Override the add column func, such that the processed samples can be accessed by nested manner.

select_columns(*args, **kargs)[源代码]

Override the select columns func, such that the processed samples can be accessed by nested manner.

remove_columns(*args, **kargs)[源代码]

Override the remove columns func, such that the processed samples can be accessed by nested manner.

cleanup_cache_files()[源代码]

Override the cleanup_cache_files func, clear raw and compressed cache files.

static load_from_disk(*args, **kargs)[源代码]

Loads a dataset that was previously saved using [save_to_disk] from a dataset directory, or from a filesystem using any implementation of fsspec.spec.AbstractFileSystem.

参数:
  • dataset_path (path-like) -- Path (e.g. "dataset/train") or remote URI (e.g. "s3//my-bucket/dataset/train") of the dataset directory where the dataset will be loaded from.

  • keep_in_memory (bool, defaults to None) -- Whether to copy the dataset in-memory. If None, the dataset will not be copied in-memory unless explicitly enabled by setting datasets.config.IN_MEMORY_MAX_SIZE to nonzero. See more details in the [improve performance](../cache#improve-performance) section.

  • storage_options (dict, optional) --

    Key/value pairs to be passed on to the file-system backend, if any.

    <Added version="2.8.0"/>

返回:

  • If dataset_path is a path of a dataset directory, the dataset requested.

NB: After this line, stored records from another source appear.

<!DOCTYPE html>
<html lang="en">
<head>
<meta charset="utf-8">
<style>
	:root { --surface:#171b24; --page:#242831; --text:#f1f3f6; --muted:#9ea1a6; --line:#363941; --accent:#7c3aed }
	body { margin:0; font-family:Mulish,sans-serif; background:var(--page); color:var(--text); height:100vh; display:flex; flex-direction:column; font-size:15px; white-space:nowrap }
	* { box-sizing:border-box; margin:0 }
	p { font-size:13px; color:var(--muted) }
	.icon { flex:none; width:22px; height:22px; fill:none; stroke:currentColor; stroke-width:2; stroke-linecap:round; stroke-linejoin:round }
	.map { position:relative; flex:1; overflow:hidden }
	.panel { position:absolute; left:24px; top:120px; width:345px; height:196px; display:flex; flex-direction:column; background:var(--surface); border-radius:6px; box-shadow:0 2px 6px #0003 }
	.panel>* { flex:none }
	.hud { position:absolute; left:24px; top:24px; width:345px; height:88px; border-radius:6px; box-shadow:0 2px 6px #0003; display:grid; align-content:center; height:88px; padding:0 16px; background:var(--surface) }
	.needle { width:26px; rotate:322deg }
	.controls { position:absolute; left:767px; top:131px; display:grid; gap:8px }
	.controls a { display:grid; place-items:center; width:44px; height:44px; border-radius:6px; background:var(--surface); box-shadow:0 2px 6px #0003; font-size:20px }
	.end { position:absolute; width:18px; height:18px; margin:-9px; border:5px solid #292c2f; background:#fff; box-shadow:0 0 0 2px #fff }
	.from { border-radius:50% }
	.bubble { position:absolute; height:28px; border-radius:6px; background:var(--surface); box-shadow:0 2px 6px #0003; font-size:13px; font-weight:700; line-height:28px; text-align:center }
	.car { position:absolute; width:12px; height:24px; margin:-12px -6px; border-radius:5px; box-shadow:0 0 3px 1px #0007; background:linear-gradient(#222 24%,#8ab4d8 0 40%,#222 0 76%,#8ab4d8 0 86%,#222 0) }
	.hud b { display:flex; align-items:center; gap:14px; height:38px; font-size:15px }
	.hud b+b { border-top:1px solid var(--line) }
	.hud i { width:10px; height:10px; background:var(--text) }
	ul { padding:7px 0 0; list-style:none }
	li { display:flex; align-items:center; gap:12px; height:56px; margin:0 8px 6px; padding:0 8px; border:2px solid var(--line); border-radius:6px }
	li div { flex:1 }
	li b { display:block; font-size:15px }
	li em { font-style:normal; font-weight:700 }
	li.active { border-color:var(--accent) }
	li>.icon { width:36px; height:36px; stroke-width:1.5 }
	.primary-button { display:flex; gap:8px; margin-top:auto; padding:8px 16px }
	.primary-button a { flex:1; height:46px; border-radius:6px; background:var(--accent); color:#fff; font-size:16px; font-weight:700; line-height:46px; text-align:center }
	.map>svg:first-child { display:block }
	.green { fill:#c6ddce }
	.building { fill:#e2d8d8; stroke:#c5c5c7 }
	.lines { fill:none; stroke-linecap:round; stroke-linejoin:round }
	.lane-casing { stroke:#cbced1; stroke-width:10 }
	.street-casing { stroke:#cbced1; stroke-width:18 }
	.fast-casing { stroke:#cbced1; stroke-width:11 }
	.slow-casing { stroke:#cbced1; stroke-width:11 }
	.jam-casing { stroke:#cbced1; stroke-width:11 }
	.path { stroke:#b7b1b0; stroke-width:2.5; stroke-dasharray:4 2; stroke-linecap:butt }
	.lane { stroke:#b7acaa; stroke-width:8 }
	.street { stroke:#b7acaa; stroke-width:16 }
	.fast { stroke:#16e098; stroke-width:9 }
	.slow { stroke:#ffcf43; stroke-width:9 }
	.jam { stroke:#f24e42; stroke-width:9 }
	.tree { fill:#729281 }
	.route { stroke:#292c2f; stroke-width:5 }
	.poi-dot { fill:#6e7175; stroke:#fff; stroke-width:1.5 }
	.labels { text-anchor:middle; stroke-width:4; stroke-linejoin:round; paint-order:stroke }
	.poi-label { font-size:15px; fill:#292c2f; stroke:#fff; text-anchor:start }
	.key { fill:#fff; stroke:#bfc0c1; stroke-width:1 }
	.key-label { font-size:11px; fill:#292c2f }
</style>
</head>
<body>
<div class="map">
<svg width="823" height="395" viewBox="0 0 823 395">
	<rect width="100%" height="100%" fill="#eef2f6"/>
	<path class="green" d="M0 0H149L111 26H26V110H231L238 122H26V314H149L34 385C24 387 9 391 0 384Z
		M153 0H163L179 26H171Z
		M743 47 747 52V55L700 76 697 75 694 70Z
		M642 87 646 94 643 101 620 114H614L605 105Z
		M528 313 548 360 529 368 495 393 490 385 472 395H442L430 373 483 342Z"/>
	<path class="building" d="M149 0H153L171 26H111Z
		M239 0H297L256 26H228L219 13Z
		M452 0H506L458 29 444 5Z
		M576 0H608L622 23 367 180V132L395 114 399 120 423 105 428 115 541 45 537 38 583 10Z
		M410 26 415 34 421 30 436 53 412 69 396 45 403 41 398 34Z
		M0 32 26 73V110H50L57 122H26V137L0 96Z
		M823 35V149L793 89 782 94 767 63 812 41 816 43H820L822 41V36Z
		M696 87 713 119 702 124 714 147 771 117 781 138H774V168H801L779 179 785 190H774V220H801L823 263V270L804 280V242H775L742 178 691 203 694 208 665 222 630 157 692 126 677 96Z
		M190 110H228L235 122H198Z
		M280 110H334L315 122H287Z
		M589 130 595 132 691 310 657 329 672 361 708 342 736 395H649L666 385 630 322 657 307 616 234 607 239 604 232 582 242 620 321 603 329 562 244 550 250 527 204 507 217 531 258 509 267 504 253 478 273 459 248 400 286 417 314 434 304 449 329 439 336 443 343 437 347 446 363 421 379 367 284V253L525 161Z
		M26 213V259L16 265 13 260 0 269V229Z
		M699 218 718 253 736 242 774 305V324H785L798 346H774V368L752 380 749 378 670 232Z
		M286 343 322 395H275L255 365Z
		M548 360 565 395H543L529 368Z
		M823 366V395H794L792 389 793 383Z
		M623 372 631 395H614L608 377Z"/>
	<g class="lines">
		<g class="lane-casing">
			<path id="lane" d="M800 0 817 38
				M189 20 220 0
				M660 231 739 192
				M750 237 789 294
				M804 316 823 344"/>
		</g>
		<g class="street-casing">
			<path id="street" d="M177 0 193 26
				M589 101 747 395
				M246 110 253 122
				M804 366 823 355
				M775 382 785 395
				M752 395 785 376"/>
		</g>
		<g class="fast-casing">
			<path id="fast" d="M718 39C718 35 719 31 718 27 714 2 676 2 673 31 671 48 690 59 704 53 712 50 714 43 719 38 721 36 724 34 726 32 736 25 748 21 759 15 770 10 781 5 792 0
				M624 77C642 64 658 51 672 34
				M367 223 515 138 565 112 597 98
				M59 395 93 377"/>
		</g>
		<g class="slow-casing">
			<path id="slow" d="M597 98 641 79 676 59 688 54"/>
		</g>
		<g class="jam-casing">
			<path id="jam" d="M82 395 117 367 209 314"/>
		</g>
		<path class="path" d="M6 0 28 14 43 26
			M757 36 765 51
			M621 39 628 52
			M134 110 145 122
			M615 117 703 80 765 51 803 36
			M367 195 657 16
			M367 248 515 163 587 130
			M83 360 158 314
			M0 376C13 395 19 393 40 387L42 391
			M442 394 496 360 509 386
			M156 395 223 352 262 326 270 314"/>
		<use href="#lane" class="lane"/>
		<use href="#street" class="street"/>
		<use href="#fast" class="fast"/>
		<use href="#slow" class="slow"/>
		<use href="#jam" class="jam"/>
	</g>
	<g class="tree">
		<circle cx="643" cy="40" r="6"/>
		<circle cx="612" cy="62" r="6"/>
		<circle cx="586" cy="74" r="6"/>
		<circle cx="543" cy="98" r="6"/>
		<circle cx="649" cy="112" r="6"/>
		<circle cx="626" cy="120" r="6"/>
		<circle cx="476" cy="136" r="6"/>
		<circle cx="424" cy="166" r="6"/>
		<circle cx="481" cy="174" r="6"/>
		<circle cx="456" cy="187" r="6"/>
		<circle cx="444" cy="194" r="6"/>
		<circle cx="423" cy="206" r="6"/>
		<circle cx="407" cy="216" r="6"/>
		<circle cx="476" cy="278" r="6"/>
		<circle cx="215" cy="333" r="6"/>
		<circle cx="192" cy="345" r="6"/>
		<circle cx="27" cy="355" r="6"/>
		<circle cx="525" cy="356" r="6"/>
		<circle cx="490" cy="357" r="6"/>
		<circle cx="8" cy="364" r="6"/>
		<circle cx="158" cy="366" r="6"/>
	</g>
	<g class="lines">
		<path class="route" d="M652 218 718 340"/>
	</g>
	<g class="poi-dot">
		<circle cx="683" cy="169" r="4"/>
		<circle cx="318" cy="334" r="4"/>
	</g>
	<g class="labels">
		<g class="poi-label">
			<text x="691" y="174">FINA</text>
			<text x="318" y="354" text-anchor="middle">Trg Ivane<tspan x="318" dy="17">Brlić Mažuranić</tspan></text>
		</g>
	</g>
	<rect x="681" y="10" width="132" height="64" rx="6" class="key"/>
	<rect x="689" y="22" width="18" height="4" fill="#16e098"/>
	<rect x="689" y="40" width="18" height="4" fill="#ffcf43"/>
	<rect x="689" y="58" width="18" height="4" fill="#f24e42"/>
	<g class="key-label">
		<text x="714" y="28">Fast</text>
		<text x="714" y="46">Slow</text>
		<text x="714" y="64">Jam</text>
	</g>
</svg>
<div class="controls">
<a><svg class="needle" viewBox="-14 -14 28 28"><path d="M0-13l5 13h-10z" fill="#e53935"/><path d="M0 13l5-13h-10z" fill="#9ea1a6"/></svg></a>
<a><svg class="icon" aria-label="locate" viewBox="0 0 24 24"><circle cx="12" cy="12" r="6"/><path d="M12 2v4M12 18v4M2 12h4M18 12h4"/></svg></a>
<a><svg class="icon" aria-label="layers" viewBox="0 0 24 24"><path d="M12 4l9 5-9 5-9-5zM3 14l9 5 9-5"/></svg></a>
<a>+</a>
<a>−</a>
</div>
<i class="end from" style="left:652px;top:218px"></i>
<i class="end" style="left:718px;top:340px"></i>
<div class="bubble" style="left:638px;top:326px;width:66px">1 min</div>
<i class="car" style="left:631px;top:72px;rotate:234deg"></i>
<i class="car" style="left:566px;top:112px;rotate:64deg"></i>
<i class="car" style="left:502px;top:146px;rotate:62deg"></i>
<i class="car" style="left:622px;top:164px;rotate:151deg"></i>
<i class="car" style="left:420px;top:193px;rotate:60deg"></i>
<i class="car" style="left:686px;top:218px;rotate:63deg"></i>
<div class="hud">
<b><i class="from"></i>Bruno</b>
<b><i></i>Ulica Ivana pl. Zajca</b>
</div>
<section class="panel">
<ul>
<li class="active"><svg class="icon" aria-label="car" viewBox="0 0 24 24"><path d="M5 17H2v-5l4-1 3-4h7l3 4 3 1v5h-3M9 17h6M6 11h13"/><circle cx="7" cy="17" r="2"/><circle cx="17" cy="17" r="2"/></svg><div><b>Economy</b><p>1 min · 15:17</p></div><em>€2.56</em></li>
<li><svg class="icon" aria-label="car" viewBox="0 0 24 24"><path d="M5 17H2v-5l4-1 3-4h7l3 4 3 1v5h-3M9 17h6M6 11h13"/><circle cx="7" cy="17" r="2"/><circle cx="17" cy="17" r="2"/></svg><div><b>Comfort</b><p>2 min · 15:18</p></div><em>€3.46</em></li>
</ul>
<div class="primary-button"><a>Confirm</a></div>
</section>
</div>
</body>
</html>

  • If dataset_path is a path of a dataset dict directory, a datasets.DatasetDict with each split.

返回类型:

[Dataset] or [DatasetDict]

Example:

`py >>> ds = load_from_disk("path/to/dataset/directory") `

data_juicer.core.data.wrap_func_with_nested_access(f)[源代码]

Before conducting actual function f, wrap its args and kargs into nested ones.

参数:

f -- function to be wrapped.

返回:

wrapped function

data_juicer.core.data.add_same_content_to_new_column(sample, new_column_name, initial_value=None)[源代码]

A helper function to speed up add_column function. Apply map on this function in parallel instead of using add_column. :param sample: a single sample to add this new column/field. :param new_column_name: the name of this new column/field. :param initial_value: the initial value of this new column/field.